**ASSIGNMENT:** Take from the records below each line that holds "школа".

Stored items:
┏━━
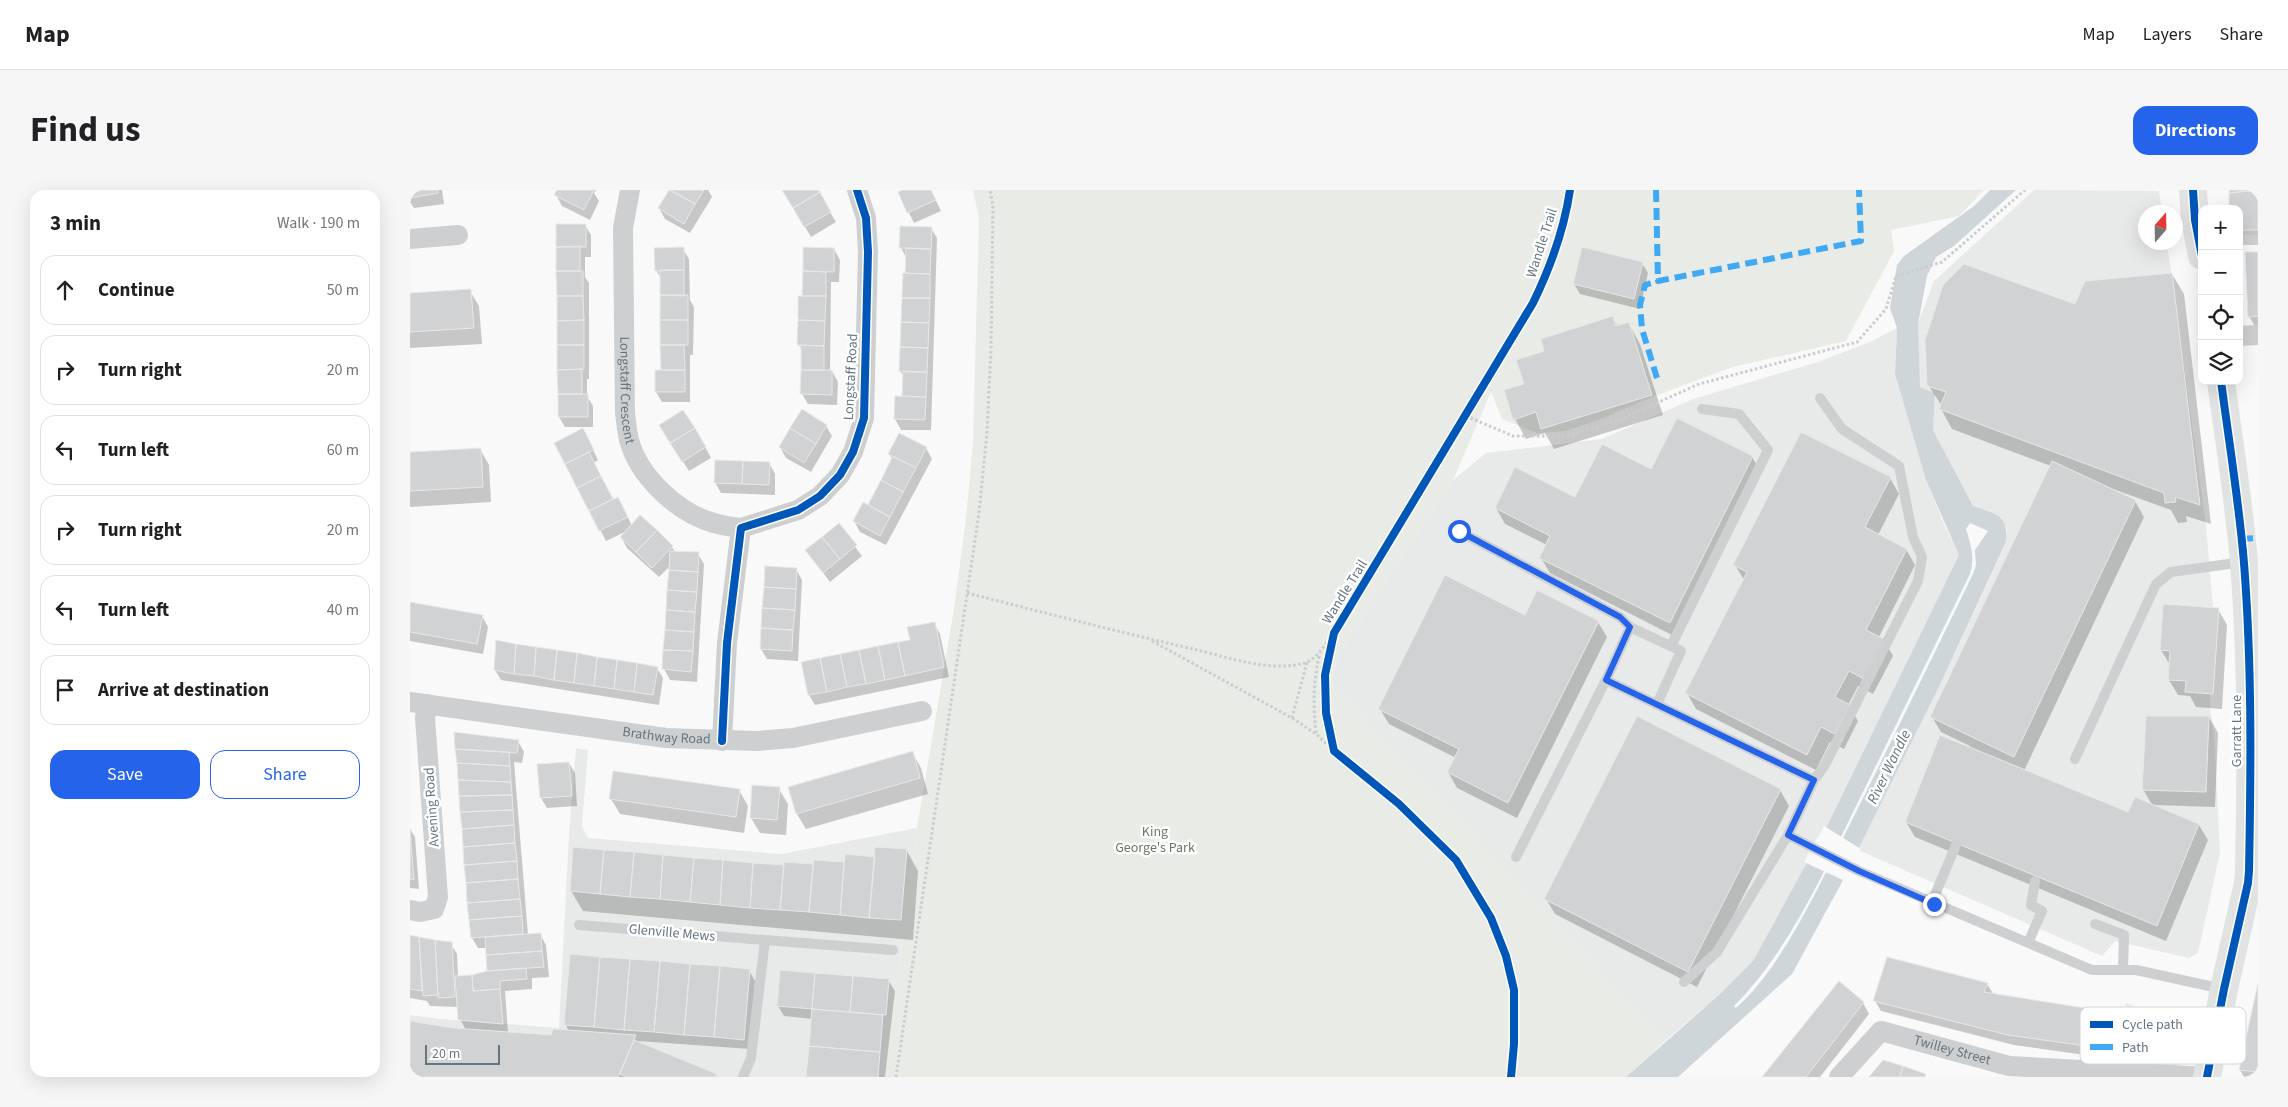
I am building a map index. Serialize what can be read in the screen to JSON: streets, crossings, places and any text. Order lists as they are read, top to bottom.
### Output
{
  "streets": {
    "main road": ["Garratt Lane"],
    "street": [
      "Longstaff Road",
      "Longstaff Crescent",
      "Brathway Road",
      "Avening Road",
      "Twilley Street"
    ],
    "lane": ["Glenville Mews"],
    "cycle path": ["Wandle Trail"]
  },
  "crossings": [
    ["Longstaff Road", "Longstaff Crescent"],
    ["Garratt Lane", "Twilley Street"],
    ["Brathway Road", "Avening Road"]
  ],
  "water": ["River Wandle"],
  "parks": ["King George's Park"],
  "legend": ["Cycle path", "Path"],
  "scale_bar": "20 m",
  "north": "top",
  "page": {
    "header": "Map",
    "nav": ["Map", "Layers", "Share"],
    "title": "Find us",
    "buttons": [
      "Directions",
      ["Save", "Share"]
    ],
    "heading": ["3 min", "Walk · 190 m"],
    "map_buttons": ["+", "−"],
    "list": [
      ["Continue", "50 m"],
      ["Turn right", "20 m"],
      ["Turn left", "60 m"],
      ["Turn right", "20 m"],
      ["Turn left", "40 m"],
      "Arrive at destination"
    ],
    "scale": "20 m"
  }
}
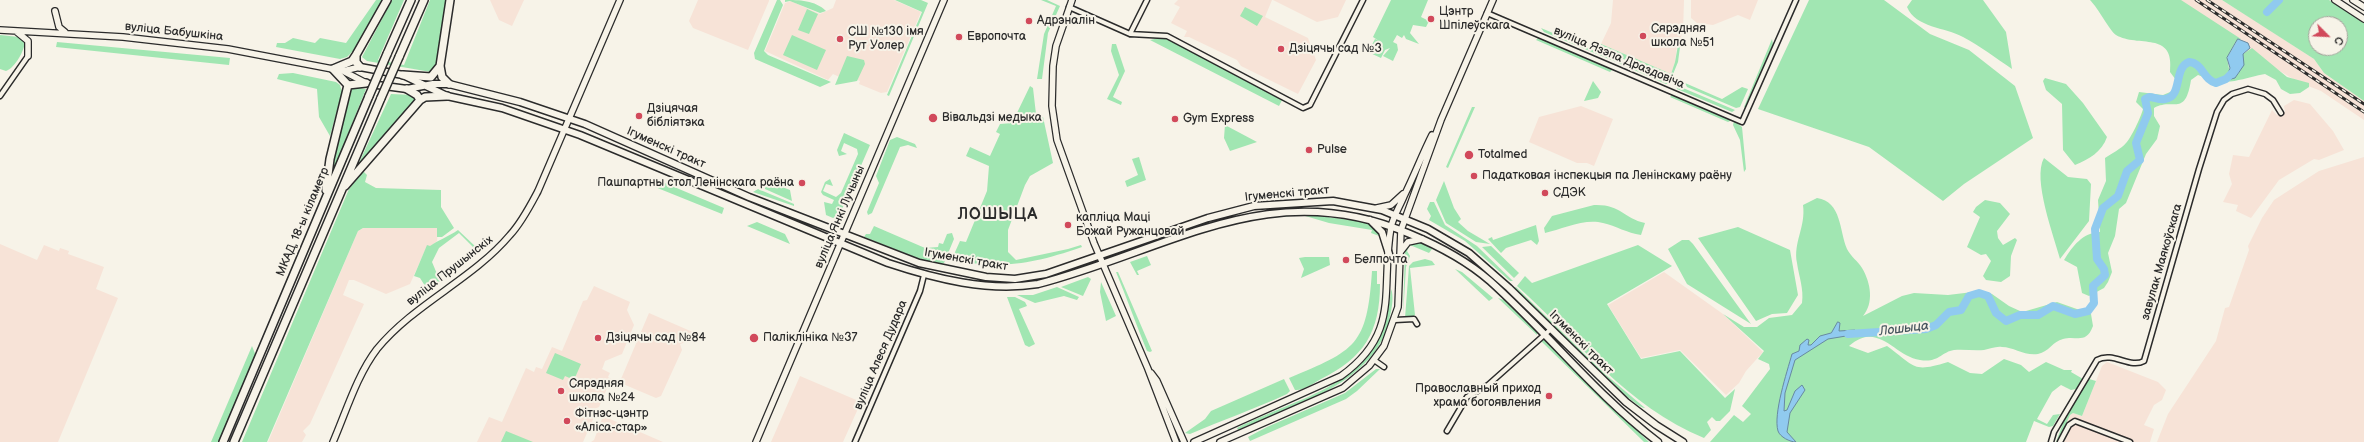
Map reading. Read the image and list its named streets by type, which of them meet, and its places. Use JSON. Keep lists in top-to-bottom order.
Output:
{
  "streets": {
    "highway": ["МКАД, 18-ы кіламетр"],
    "main road": ["Ігуменскі тракт"],
    "street": [
      "вуліца Бабушкіна",
      "вуліца Язэпа Драздовіча",
      "вуліца Янкі Лучыны",
      "завулак Маякоўскага",
      "вуліца Прушынскіх",
      "вуліца Алеся Дудара"
    ]
  },
  "crossings": [
    ["вуліца Бабушкіна", "Ігуменскі тракт"],
    ["Ігуменскі тракт", "вуліца Янкі Лучыны"],
    ["Ігуменскі тракт", "вуліца Прушынскіх"],
    ["Ігуменскі тракт", "вуліца Алеся Дудара"]
  ],
  "districts": ["ЛОШЫЦА"],
  "water": ["Лошыца"],
  "places": [
    "Цэнтр Шпілеўскага",
    "Адрэналін",
    "Сярэдняя школа №51",
    "Европочта",
    "СШ №130 імя Рут Уолер",
    "Дзіцячы сад №3",
    "Дзіцячая бібліятэка",
    "Вівальдзі медыка",
    "Gym Express",
    "Pulse",
    "Totalmed",
    "Падатковая інспекцыя па Ленінскаму раёну",
    "Пашпартны стол Ленінскага раёна",
    "СДЭК",
    "капліца Маці Божай Ружанцовай",
    "Белпочта",
    "Дзіцячы сад №84",
    "Паліклініка №37",
    "Сярэдняя школа №24",
    "Православный приход храма богоявления",
    "Фітнэс-цэнтр «Аліса-стар»"
  ],
  "north": "bottom right"
}
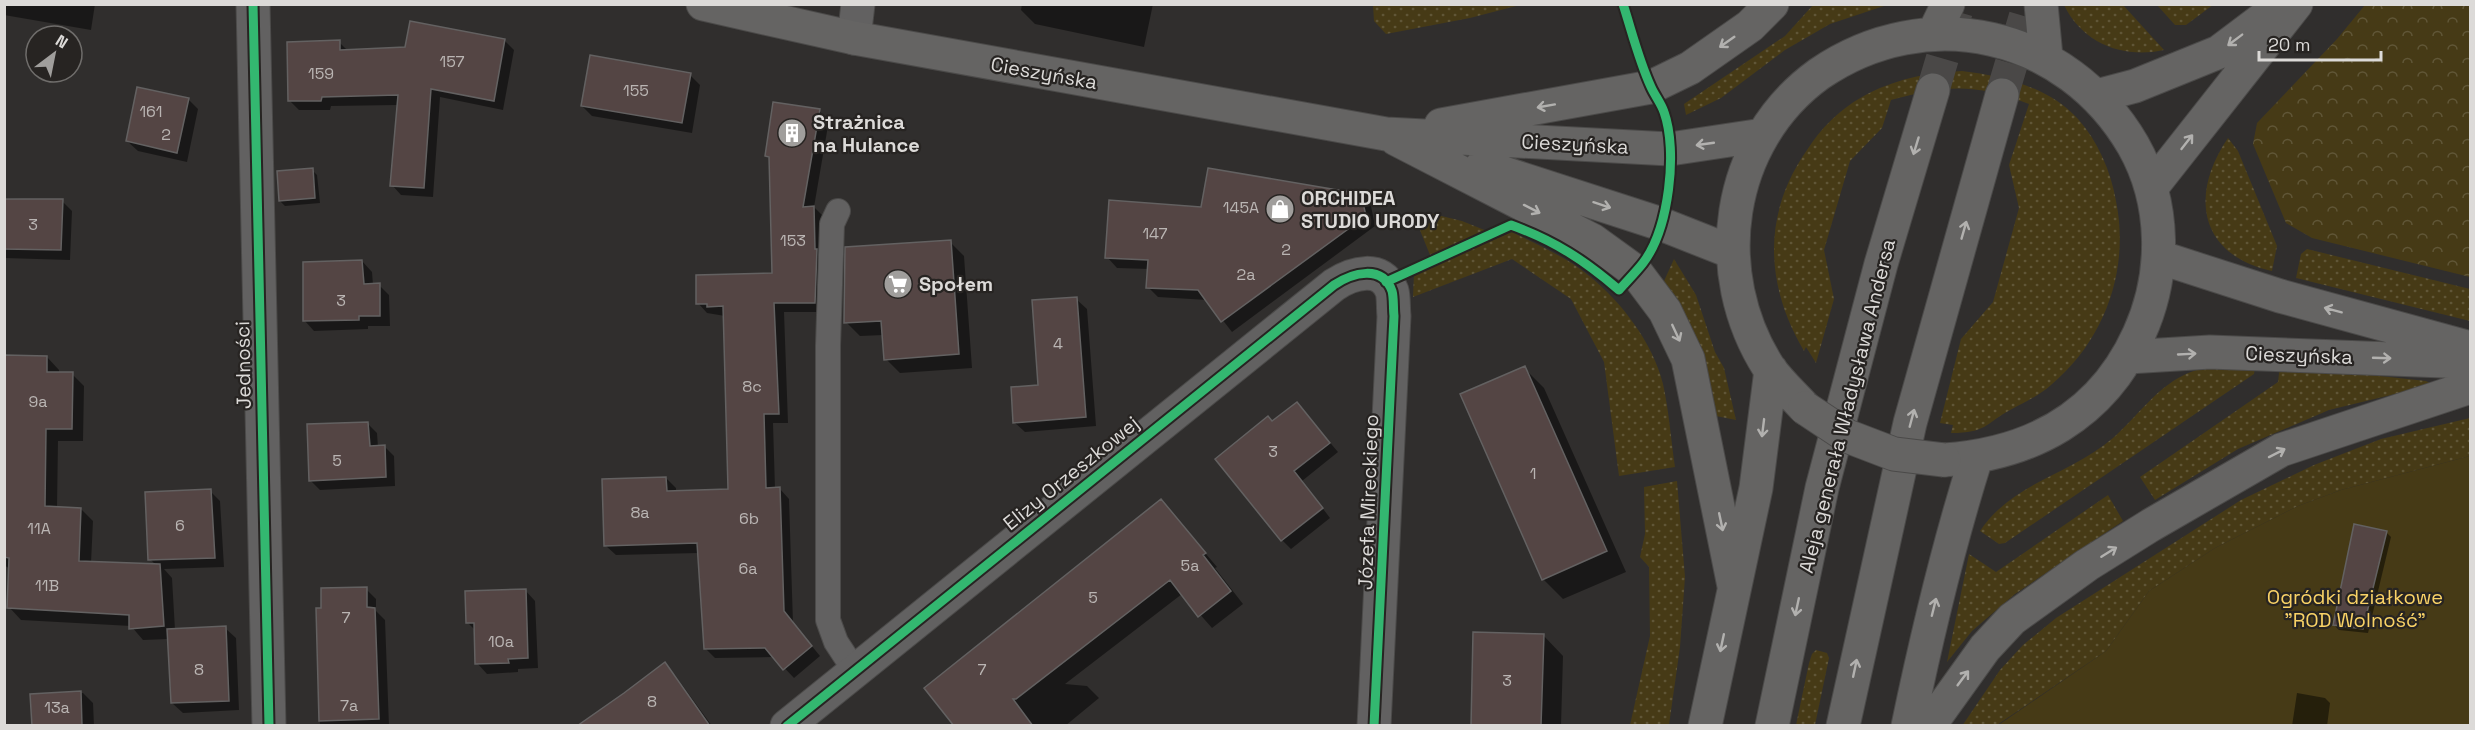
┗━━
**ANSWER FOR THE TASK:**
    "Сярэдняя школа №51",
    "Сярэдняя школа №24",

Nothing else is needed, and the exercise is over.